===== GIVEN INFORMATION

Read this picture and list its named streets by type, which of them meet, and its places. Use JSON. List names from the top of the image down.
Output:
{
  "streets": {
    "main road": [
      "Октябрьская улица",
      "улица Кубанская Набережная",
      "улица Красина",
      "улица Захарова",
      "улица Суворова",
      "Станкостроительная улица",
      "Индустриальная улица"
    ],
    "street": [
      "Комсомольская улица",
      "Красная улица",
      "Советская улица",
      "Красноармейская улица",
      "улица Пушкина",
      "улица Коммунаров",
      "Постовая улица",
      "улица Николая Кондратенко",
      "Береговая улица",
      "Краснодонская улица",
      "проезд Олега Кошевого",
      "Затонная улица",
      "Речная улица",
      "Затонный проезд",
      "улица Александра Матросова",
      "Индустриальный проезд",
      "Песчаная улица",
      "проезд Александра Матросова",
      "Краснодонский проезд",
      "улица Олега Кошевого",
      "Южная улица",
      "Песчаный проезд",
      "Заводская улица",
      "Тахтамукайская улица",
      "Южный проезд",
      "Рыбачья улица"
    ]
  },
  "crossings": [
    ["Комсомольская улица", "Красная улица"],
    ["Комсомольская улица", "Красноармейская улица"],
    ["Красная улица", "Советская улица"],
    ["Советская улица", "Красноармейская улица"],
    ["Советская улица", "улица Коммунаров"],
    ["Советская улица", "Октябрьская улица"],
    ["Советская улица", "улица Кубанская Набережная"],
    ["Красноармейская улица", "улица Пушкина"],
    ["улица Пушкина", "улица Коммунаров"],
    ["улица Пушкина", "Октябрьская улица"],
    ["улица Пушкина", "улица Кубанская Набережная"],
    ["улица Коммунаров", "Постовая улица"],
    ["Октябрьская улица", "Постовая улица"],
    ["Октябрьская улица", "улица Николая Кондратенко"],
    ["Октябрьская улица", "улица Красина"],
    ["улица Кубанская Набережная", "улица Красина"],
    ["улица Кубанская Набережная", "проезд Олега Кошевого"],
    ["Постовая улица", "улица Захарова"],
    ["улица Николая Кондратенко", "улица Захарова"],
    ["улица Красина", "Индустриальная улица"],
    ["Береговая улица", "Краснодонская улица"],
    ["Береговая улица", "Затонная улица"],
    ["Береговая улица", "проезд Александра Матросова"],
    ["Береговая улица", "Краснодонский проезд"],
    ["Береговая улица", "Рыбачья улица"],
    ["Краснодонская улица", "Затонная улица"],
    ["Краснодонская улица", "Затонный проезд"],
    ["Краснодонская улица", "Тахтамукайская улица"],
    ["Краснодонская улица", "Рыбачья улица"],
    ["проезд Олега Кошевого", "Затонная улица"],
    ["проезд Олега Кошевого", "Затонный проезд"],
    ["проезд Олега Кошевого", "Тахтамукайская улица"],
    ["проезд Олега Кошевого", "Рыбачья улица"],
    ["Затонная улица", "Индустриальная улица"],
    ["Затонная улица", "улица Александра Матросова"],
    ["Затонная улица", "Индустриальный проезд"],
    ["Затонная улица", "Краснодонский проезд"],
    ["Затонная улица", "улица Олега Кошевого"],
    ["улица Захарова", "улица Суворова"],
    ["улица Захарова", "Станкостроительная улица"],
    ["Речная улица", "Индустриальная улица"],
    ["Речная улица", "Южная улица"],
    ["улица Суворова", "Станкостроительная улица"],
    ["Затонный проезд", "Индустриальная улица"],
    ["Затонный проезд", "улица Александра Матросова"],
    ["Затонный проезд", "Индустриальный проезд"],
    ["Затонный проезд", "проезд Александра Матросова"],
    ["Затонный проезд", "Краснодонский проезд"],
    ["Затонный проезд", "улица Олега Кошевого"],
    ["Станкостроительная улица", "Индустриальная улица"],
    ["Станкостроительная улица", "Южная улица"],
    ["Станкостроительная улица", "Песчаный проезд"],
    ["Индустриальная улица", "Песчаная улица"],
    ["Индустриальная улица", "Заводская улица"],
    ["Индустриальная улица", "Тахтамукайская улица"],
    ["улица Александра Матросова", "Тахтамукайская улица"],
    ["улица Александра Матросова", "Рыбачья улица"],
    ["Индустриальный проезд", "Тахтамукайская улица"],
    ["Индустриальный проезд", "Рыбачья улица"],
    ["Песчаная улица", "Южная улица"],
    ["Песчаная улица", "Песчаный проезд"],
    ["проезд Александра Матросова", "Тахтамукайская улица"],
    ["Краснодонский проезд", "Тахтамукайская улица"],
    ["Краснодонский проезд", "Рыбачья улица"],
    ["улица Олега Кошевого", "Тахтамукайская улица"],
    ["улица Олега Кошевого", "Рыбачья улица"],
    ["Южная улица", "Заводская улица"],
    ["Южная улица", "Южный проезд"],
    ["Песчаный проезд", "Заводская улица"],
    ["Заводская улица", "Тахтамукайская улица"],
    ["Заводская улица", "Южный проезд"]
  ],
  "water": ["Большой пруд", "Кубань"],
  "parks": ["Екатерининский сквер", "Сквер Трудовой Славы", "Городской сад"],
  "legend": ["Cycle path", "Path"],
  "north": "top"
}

==========

WHAT NEEDS TO BE DONE: The records above need to be retyped exactly.

SOLUTION TO THIS TASK:
Read this picture and list its named streets by type, which of them meet, and its places. Use JSON. List names from the top of the image down.
Output:
{
  "streets": {
    "main road": [
      "Октябрьская улица",
      "улица Кубанская Набережная",
      "улица Красина",
      "улица Захарова",
      "улица Суворова",
      "Станкостроительная улица",
      "Индустриальная улица"
    ],
    "street": [
      "Комсомольская улица",
      "Красная улица",
      "Советская улица",
      "Красноармейская улица",
      "улица Пушкина",
      "улица Коммунаров",
      "Постовая улица",
      "улица Николая Кондратенко",
      "Береговая улица",
      "Краснодонская улица",
      "проезд Олега Кошевого",
      "Затонная улица",
      "Речная улица",
      "Затонный проезд",
      "улица Александра Матросова",
      "Индустриальный проезд",
      "Песчаная улица",
      "проезд Александра Матросова",
      "Краснодонский проезд",
      "улица Олега Кошевого",
      "Южная улица",
      "Песчаный проезд",
      "Заводская улица",
      "Тахтамукайская улица",
      "Южный проезд",
      "Рыбачья улица"
    ]
  },
  "crossings": [
    ["Комсомольская улица", "Красная улица"],
    ["Комсомольская улица", "Красноармейская улица"],
    ["Красная улица", "Советская улица"],
    ["Советская улица", "Красноармейская улица"],
    ["Советская улица", "улица Коммунаров"],
    ["Советская улица", "Октябрьская улица"],
    ["Советская улица", "улица Кубанская Набережная"],
    ["Красноармейская улица", "улица Пушкина"],
    ["улица Пушкина", "улица Коммунаров"],
    ["улица Пушкина", "Октябрьская улица"],
    ["улица Пушкина", "улица Кубанская Набережная"],
    ["улица Коммунаров", "Постовая улица"],
    ["Октябрьская улица", "Постовая улица"],
    ["Октябрьская улица", "улица Николая Кондратенко"],
    ["Октябрьская улица", "улица Красина"],
    ["улица Кубанская Набережная", "улица Красина"],
    ["улица Кубанская Набережная", "проезд Олега Кошевого"],
    ["Постовая улица", "улица Захарова"],
    ["улица Николая Кондратенко", "улица Захарова"],
    ["улица Красина", "Индустриальная улица"],
    ["Береговая улица", "Краснодонская улица"],
    ["Береговая улица", "Затонная улица"],
    ["Береговая улица", "проезд Александра Матросова"],
    ["Береговая улица", "Краснодонский проезд"],
    ["Береговая улица", "Рыбачья улица"],
    ["Краснодонская улица", "Затонная улица"],
    ["Краснодонская улица", "Затонный проезд"],
    ["Краснодонская улица", "Тахтамукайская улица"],
    ["Краснодонская улица", "Рыбачья улица"],
    ["проезд Олега Кошевого", "Затонная улица"],
    ["проезд Олега Кошевого", "Затонный проезд"],
    ["проезд Олега Кошевого", "Тахтамукайская улица"],
    ["проезд Олега Кошевого", "Рыбачья улица"],
    ["Затонная улица", "Индустриальная улица"],
    ["Затонная улица", "улица Александра Матросова"],
    ["Затонная улица", "Индустриальный проезд"],
    ["Затонная улица", "Краснодонский проезд"],
    ["Затонная улица", "улица Олега Кошевого"],
    ["улица Захарова", "улица Суворова"],
    ["улица Захарова", "Станкостроительная улица"],
    ["Речная улица", "Индустриальная улица"],
    ["Речная улица", "Южная улица"],
    ["улица Суворова", "Станкостроительная улица"],
    ["Затонный проезд", "Индустриальная улица"],
    ["Затонный проезд", "улица Александра Матросова"],
    ["Затонный проезд", "Индустриальный проезд"],
    ["Затонный проезд", "проезд Александра Матросова"],
    ["Затонный проезд", "Краснодонский проезд"],
    ["Затонный проезд", "улица Олега Кошевого"],
    ["Станкостроительная улица", "Индустриальная улица"],
    ["Станкостроительная улица", "Южная улица"],
    ["Станкостроительная улица", "Песчаный проезд"],
    ["Индустриальная улица", "Песчаная улица"],
    ["Индустриальная улица", "Заводская улица"],
    ["Индустриальная улица", "Тахтамукайская улица"],
    ["улица Александра Матросова", "Тахтамукайская улица"],
    ["улица Александра Матросова", "Рыбачья улица"],
    ["Индустриальный проезд", "Тахтамукайская улица"],
    ["Индустриальный проезд", "Рыбачья улица"],
    ["Песчаная улица", "Южная улица"],
    ["Песчаная улица", "Песчаный проезд"],
    ["проезд Александра Матросова", "Тахтамукайская улица"],
    ["Краснодонский проезд", "Тахтамукайская улица"],
    ["Краснодонский проезд", "Рыбачья улица"],
    ["улица Олега Кошевого", "Тахтамукайская улица"],
    ["улица Олега Кошевого", "Рыбачья улица"],
    ["Южная улица", "Заводская улица"],
    ["Южная улица", "Южный проезд"],
    ["Песчаный проезд", "Заводская улица"],
    ["Заводская улица", "Тахтамукайская улица"],
    ["Заводская улица", "Южный проезд"]
  ],
  "water": ["Большой пруд", "Кубань"],
  "parks": ["Екатерининский сквер", "Сквер Трудовой Славы", "Городской сад"],
  "legend": ["Cycle path", "Path"],
  "north": "top"
}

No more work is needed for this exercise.